(Excerpted records Opens)

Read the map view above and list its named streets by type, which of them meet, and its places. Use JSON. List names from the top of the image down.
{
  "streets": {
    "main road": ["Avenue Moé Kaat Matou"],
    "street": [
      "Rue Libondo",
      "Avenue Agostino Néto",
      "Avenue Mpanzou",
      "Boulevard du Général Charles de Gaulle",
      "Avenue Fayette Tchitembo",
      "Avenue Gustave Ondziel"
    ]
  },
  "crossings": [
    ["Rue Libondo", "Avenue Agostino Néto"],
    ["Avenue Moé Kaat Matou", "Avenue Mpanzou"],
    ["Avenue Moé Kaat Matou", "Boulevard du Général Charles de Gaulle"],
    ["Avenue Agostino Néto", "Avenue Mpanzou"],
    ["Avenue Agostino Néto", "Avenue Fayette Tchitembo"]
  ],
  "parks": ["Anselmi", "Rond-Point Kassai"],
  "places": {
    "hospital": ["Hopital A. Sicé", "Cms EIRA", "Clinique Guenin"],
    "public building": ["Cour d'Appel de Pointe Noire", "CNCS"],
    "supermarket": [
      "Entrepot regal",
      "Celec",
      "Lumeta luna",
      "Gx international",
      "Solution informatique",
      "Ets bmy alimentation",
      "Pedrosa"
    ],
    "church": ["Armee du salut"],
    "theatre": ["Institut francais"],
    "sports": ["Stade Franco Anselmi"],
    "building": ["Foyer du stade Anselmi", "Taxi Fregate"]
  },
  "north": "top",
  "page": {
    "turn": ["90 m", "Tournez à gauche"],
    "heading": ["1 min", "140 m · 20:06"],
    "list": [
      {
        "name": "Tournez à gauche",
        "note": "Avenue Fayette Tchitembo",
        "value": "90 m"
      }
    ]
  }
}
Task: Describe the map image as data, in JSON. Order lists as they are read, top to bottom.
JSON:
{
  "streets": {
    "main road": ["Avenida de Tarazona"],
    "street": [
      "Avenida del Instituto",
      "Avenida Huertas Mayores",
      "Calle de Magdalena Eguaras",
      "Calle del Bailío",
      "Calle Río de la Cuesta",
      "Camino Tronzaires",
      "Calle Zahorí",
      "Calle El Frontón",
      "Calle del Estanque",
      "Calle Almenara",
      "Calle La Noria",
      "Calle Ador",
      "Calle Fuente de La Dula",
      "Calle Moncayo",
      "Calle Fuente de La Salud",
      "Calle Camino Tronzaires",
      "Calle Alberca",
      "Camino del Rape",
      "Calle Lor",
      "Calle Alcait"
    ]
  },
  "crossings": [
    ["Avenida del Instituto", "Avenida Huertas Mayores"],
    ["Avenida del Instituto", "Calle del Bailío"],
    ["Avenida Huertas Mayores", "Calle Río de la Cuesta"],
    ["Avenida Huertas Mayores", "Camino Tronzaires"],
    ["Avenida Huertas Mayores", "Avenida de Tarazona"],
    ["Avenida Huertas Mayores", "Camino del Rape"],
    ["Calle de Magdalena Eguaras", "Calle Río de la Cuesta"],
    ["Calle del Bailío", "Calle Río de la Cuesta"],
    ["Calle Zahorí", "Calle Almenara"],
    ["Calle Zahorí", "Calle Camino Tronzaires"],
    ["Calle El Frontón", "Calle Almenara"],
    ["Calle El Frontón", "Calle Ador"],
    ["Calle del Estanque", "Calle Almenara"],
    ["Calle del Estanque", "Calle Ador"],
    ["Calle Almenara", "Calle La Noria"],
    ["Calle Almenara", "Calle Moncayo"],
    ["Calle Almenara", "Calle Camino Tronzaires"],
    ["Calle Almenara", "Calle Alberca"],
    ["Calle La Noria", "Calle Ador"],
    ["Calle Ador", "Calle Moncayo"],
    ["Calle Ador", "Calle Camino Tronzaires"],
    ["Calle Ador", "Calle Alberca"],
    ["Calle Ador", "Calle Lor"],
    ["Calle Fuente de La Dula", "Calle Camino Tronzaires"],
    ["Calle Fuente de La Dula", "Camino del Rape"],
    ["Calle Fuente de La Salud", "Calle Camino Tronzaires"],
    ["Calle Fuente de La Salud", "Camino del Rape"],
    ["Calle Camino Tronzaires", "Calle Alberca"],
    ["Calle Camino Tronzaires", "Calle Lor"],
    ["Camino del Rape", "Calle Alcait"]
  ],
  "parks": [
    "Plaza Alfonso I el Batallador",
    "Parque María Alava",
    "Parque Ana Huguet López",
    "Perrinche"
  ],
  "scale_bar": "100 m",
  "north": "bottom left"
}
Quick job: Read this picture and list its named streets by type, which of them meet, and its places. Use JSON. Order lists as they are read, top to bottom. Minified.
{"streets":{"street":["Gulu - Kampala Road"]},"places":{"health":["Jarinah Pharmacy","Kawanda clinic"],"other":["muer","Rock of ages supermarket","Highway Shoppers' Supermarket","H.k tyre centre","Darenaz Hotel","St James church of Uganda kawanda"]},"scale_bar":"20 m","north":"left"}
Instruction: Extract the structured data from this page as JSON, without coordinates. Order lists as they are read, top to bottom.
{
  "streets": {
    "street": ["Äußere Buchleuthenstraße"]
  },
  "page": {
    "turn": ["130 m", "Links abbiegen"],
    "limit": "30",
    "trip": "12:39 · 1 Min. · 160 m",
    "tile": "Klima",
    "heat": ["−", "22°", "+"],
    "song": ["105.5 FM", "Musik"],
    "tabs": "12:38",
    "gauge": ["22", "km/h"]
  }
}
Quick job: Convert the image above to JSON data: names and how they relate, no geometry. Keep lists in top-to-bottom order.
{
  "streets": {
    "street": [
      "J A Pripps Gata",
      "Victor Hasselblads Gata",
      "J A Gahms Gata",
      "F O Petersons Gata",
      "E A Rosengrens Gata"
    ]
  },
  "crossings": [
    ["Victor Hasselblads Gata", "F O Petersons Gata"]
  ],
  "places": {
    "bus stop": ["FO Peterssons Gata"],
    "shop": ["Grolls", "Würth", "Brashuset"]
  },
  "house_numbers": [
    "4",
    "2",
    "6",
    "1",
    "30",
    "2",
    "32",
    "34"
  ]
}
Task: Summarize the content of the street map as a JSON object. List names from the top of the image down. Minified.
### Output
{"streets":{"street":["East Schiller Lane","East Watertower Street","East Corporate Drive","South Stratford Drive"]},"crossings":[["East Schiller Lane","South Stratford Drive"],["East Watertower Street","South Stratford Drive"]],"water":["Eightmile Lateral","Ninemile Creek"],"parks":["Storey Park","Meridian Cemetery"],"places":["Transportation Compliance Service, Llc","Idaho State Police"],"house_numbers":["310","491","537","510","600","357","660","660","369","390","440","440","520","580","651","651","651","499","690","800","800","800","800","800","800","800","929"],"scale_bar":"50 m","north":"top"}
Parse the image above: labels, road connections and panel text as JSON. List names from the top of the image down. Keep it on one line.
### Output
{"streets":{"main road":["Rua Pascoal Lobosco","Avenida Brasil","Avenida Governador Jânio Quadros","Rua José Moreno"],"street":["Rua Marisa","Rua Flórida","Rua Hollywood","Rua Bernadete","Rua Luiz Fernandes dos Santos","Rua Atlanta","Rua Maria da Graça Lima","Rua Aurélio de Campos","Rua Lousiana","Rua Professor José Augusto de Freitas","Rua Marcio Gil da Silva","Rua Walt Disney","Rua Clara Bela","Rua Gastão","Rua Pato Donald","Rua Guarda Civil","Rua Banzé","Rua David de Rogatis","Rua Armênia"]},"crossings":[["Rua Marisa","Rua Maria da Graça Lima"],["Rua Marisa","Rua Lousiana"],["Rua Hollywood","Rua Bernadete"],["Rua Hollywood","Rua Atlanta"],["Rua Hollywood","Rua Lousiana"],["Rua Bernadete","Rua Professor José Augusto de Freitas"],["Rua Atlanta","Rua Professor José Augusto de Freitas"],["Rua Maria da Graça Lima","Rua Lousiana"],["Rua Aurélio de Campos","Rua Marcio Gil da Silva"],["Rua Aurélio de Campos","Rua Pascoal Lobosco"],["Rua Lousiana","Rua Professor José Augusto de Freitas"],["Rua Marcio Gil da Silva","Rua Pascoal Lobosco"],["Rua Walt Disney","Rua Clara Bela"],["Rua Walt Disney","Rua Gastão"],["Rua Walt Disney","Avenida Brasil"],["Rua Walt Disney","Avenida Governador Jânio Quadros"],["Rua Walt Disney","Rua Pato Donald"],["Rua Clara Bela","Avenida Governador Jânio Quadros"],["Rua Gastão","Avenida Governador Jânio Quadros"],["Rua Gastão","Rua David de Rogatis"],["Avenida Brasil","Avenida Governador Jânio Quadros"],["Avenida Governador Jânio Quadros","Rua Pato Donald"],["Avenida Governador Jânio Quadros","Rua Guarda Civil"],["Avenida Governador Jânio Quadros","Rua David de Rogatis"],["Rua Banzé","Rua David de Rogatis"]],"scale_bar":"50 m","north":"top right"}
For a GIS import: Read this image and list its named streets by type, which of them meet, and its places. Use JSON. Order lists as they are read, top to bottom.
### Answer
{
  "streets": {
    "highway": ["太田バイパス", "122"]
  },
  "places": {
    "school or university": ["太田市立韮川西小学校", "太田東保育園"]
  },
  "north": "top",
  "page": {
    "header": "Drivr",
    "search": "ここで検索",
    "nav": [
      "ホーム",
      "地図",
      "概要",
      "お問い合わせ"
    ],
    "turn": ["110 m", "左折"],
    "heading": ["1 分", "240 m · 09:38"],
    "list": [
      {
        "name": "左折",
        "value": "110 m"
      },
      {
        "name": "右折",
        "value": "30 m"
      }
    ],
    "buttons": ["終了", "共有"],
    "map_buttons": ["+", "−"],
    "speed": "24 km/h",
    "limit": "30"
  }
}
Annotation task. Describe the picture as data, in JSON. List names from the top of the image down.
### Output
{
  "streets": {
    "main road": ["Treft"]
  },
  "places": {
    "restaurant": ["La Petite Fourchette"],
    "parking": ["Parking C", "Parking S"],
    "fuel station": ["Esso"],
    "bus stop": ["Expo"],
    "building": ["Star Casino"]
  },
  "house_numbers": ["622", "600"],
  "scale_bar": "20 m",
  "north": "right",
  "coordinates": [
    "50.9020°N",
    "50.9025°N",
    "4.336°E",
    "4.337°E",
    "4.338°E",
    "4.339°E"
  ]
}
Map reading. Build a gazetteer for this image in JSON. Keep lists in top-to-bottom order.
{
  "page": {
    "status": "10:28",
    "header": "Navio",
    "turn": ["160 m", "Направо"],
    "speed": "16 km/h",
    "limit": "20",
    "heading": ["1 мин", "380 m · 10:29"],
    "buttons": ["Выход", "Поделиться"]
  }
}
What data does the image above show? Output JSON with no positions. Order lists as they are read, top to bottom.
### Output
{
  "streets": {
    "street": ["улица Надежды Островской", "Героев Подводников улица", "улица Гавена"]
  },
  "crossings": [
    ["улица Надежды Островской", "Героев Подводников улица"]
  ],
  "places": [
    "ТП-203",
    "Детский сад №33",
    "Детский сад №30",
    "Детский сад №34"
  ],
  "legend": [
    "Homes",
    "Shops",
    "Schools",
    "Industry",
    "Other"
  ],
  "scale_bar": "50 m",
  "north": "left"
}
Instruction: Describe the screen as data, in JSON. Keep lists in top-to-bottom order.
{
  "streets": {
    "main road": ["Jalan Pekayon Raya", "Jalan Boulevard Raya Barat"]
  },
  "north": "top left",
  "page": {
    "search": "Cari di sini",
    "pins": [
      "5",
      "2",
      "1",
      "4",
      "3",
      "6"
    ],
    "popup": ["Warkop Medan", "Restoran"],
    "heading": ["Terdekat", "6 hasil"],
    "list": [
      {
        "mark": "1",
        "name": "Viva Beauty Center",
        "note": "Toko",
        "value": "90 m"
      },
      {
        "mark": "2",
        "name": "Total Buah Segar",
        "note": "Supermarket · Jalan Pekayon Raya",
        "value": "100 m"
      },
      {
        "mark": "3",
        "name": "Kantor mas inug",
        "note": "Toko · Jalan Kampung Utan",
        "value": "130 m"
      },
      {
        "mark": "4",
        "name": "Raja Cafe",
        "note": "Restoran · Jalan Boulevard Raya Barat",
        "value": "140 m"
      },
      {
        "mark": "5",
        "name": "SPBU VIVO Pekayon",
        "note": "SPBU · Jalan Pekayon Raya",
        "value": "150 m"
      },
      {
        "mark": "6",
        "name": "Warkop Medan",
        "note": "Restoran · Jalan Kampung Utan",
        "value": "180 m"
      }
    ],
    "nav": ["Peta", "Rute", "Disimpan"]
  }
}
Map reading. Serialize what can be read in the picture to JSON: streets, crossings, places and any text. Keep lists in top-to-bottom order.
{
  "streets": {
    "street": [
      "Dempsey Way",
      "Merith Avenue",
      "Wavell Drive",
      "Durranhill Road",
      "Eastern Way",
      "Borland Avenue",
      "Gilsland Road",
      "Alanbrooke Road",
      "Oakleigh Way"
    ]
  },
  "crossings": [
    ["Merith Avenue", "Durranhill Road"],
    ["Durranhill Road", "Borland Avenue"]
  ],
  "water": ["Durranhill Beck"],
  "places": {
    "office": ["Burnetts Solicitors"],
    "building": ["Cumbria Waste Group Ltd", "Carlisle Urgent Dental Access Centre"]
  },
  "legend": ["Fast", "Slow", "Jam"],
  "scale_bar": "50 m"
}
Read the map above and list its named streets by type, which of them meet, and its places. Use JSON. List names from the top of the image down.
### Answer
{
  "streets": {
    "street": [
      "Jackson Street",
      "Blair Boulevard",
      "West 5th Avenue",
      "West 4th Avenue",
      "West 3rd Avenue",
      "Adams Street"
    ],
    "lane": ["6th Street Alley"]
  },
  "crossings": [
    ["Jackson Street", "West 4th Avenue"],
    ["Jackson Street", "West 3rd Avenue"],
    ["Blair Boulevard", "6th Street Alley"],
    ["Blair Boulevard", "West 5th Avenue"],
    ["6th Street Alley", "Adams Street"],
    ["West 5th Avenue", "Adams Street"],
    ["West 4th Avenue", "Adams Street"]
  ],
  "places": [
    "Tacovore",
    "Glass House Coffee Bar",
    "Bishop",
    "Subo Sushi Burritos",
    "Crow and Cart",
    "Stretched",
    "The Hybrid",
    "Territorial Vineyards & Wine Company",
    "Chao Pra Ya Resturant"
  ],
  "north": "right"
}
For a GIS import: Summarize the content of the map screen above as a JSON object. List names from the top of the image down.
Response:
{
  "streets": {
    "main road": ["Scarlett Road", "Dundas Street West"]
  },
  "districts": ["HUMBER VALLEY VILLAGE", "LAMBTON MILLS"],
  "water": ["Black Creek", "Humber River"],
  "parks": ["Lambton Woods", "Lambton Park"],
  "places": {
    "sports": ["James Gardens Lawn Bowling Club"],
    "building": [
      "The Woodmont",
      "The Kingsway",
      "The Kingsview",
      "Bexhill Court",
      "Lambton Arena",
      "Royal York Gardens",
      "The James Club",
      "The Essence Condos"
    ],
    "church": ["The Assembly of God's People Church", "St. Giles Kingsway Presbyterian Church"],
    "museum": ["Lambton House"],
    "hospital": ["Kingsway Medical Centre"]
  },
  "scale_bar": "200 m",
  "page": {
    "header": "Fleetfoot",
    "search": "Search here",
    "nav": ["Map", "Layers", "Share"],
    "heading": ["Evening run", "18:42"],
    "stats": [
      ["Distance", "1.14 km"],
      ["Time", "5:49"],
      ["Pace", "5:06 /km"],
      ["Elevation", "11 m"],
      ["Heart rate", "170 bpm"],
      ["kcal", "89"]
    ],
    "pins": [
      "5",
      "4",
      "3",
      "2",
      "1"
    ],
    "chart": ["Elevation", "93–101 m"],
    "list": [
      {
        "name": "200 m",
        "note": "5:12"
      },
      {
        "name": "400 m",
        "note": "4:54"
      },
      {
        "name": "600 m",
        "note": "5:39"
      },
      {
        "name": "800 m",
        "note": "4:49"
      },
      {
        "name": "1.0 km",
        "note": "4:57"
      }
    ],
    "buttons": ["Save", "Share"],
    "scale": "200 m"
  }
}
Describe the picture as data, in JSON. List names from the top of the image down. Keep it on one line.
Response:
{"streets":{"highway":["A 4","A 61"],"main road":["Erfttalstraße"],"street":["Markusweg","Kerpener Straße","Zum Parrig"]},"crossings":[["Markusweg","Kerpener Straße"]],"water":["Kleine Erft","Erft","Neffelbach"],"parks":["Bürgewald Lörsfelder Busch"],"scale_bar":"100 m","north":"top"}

(Excerpted records Closes)

◆ **Exercise**:
Every line above that has the string "object" needs to be copied.

◆ **Task answer**:
Task: Summarize the content of the street map as a JSON object. List names from the top of the image down. Minified.
For a GIS import: Summarize the content of the map screen above as a JSON object. List names from the top of the image down.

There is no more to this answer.